To do ▸ Within the lines below, find those that hold the string "park" and copy each one.

[Extracted records]
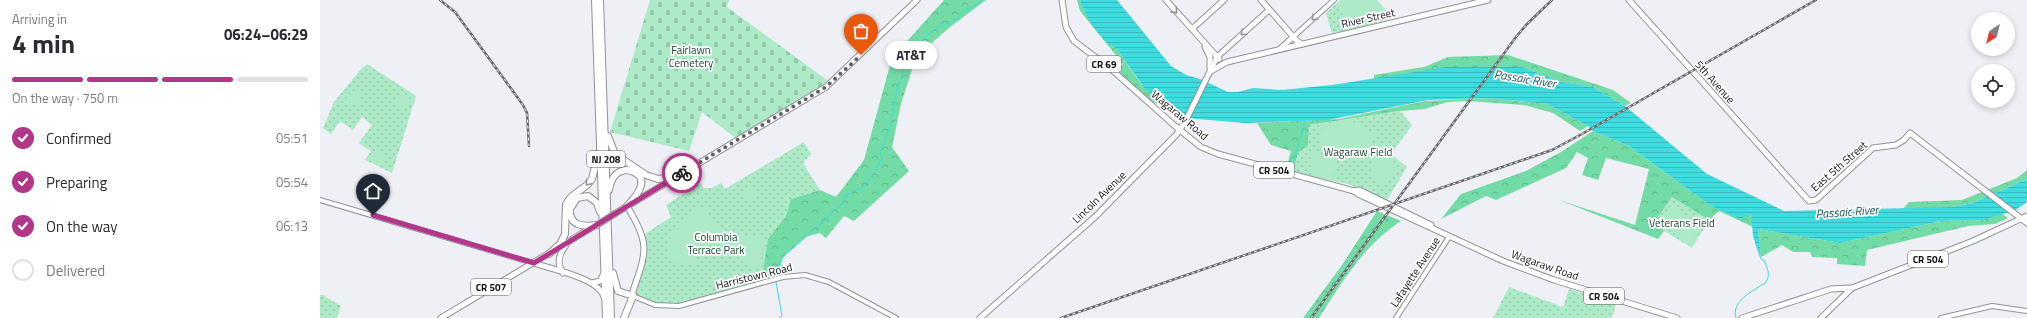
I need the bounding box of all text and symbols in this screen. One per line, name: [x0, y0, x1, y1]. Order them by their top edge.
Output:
street label: River Street: [1340, 4, 1396, 32]
one-way arrow: [1171, 6, 1178, 14]
text: Arriving in: [12, 9, 67, 29]
north arrow: [1971, 12, 2015, 56]
map controls: [1971, 12, 2015, 108]
pin: [844, 14, 878, 55]
one-way arrow: [1311, 14, 1319, 21]
icon: bag: [850, 20, 872, 42]
text: 06:24–06:29: [224, 23, 308, 46]
text: 4 min: [12, 24, 75, 63]
one-way arrow: [1240, 29, 1248, 36]
callout: AT&T: [885, 41, 937, 69]
park label: Fairlawn Cemetery: [669, 42, 714, 71]
text: AT&T: [896, 45, 926, 65]
road number: CR 69: [1087, 56, 1121, 72]
street label: 5th Avenue: [1691, 57, 1739, 107]
water label: Passaic River: [1493, 64, 1560, 93]
button: locate: [1971, 64, 2015, 108]
street label: Wagaraw Road: [1148, 86, 1212, 144]
text: On the way · 750 m: [12, 88, 118, 108]
icon: check: [12, 127, 34, 149]
text: Confirmed: [46, 127, 111, 150]
text: 05:51: [276, 128, 308, 148]
street label: East 5th Street: [1807, 137, 1871, 195]
park label: Wagaraw Field: [1324, 144, 1392, 160]
road number: NJ 208: [587, 151, 625, 167]
courier: [662, 153, 702, 193]
icon: bike: [671, 162, 693, 184]
road number: CR 504: [1254, 162, 1294, 178]
street label: Lincoln Avenue: [1068, 167, 1130, 227]
icon: check: [12, 171, 34, 193]
text: Preparing: [46, 171, 107, 194]
text: 05:54: [276, 172, 308, 192]
pin: [356, 174, 390, 215]
one-way arrow: [585, 178, 592, 186]
icon: home: [362, 180, 384, 202]
water label: Passaic River: [1815, 200, 1881, 223]
icon: check: [12, 215, 34, 237]
text: On the way: [46, 215, 118, 238]
park label: Veterans Field: [1649, 215, 1715, 231]
text: 06:13: [276, 216, 308, 236]
park label: Columbia Terrace Park: [687, 229, 745, 258]
street label: Lafayette Avenue: [1386, 233, 1444, 310]
street label: Wagaraw Road: [1509, 246, 1581, 284]
road number: CR 504: [1908, 251, 1948, 267]
text: Delivered: [46, 259, 105, 282]
street label: Harristown Road: [714, 259, 794, 293]
road number: CR 507: [471, 279, 511, 295]
road number: CR 504: [1584, 288, 1624, 304]

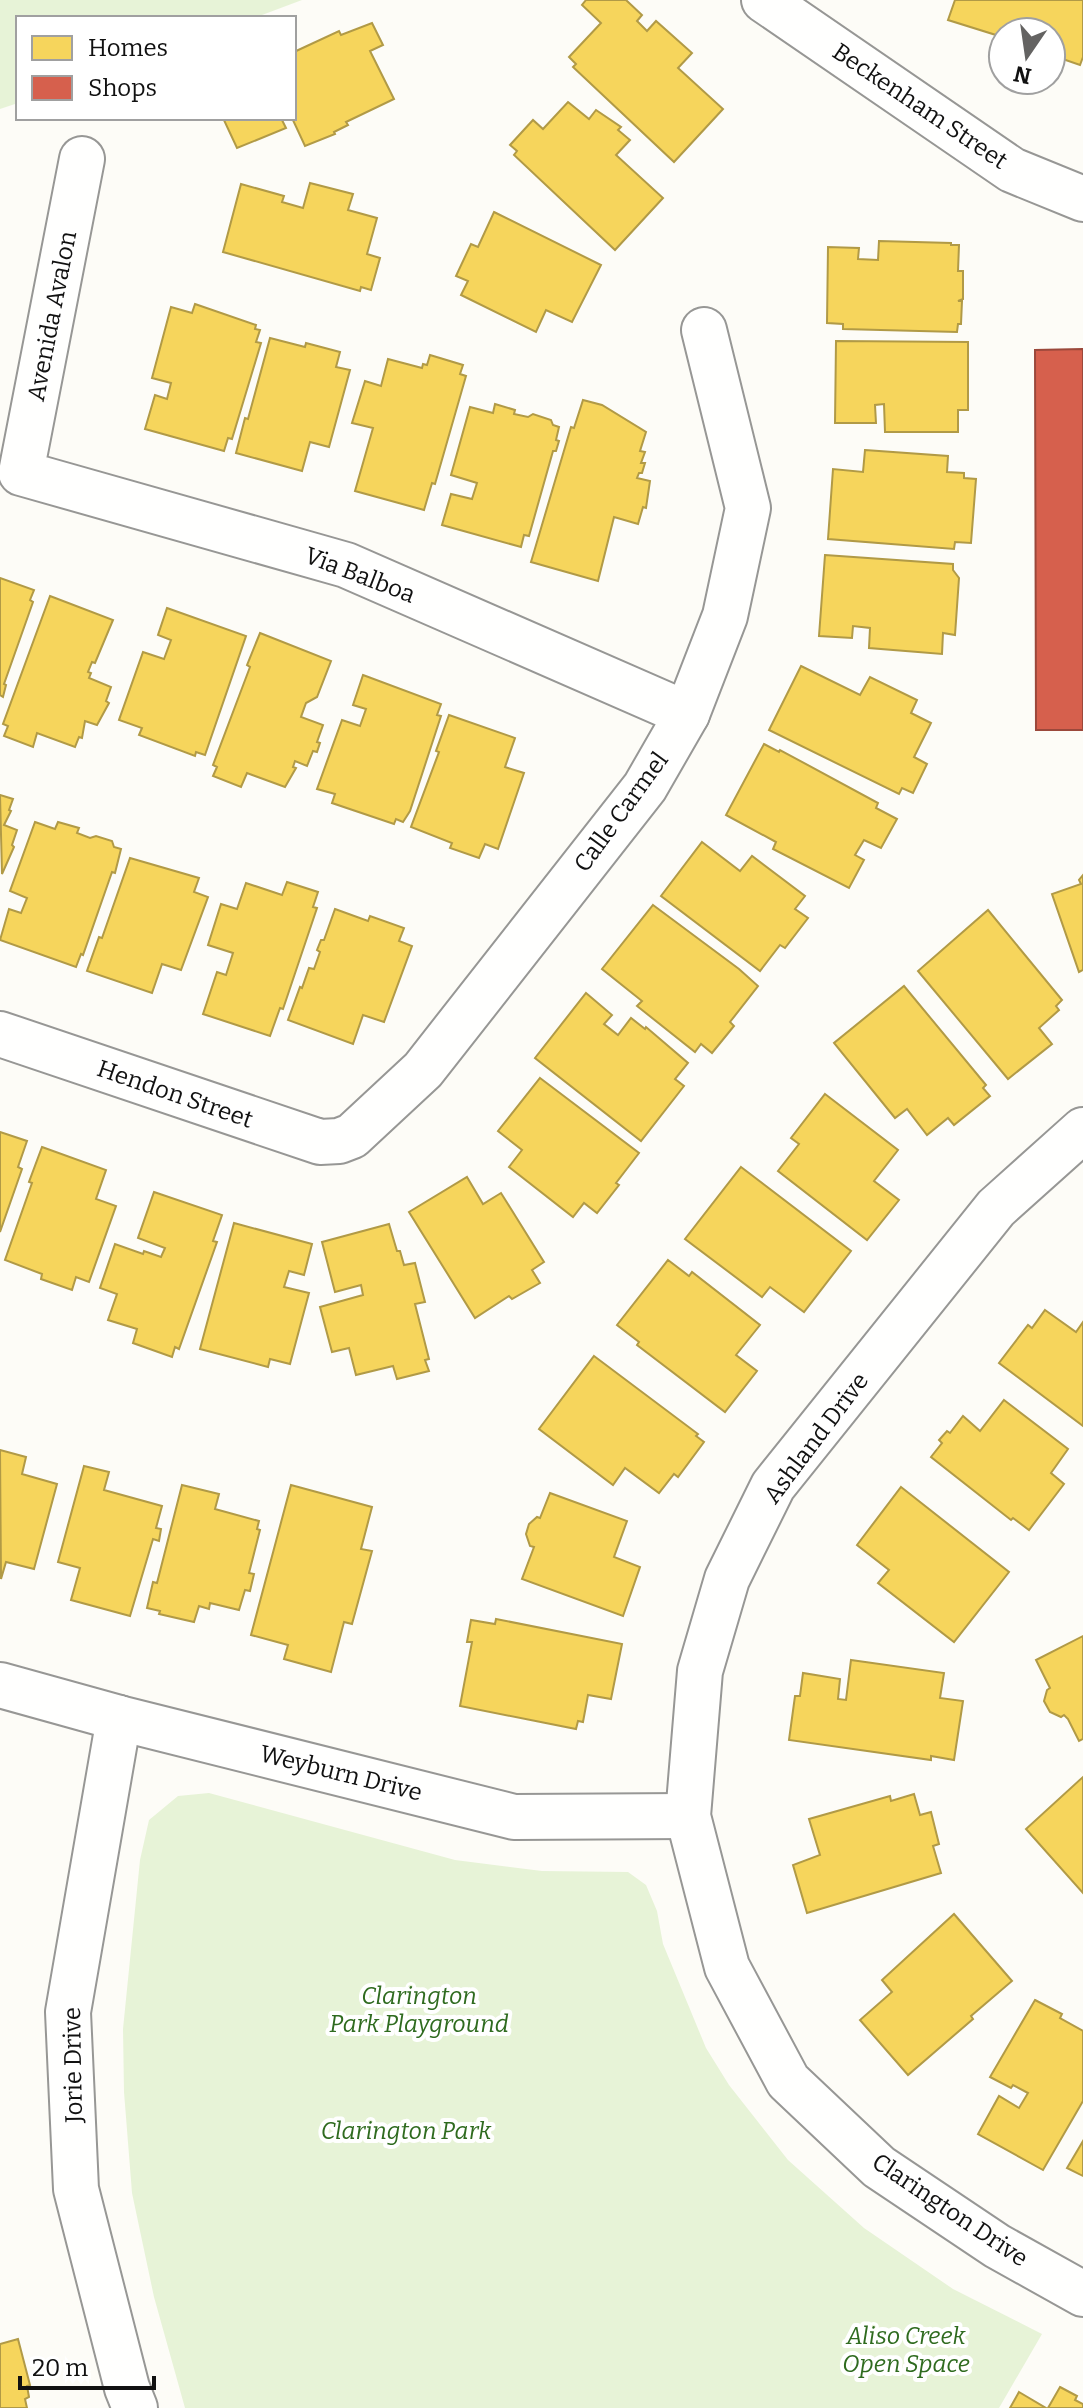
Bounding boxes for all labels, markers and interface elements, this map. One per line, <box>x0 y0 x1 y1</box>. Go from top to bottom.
legend <box>16 16 296 120</box>
north arrow <box>987 16 1067 96</box>
text: Homes <box>88 34 168 62</box>
street label: Beckenham Street <box>827 37 1013 175</box>
text: N <box>1011 60 1034 90</box>
text: Shops <box>88 74 157 102</box>
street label: Avenida Avalon <box>22 229 82 403</box>
street label: Via Balboa <box>301 541 419 609</box>
street label: Calle Carmel <box>568 747 674 877</box>
street label: Hendon Street <box>93 1054 257 1134</box>
street label: Ashland Drive <box>758 1367 874 1509</box>
street label: Weyburn Drive <box>257 1739 425 1807</box>
park label: Clarington Park Playground <box>329 1982 509 2038</box>
street label: Jorie Drive <box>58 2007 88 2124</box>
park label: Clarington Park <box>321 2117 492 2145</box>
street label: Clarington Drive <box>867 2148 1033 2272</box>
park label: Aliso Creek Open Space <box>842 2322 970 2378</box>
scale bar <box>20 2340 154 2390</box>
text: 20 m <box>32 2354 88 2382</box>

Answer ▸
park label: Fairlawn Cemetery: [669, 42, 714, 71]
park label: Wagaraw Field: [1324, 144, 1392, 160]
park label: Veterans Field: [1649, 215, 1715, 231]
park label: Columbia Terrace Park: [687, 229, 745, 258]
park label: Clarington Park Playground <box>329 1982 509 2038</box>
park label: Clarington Park <box>321 2117 492 2145</box>
park label: Aliso Creek Open Space <box>842 2322 970 2378</box>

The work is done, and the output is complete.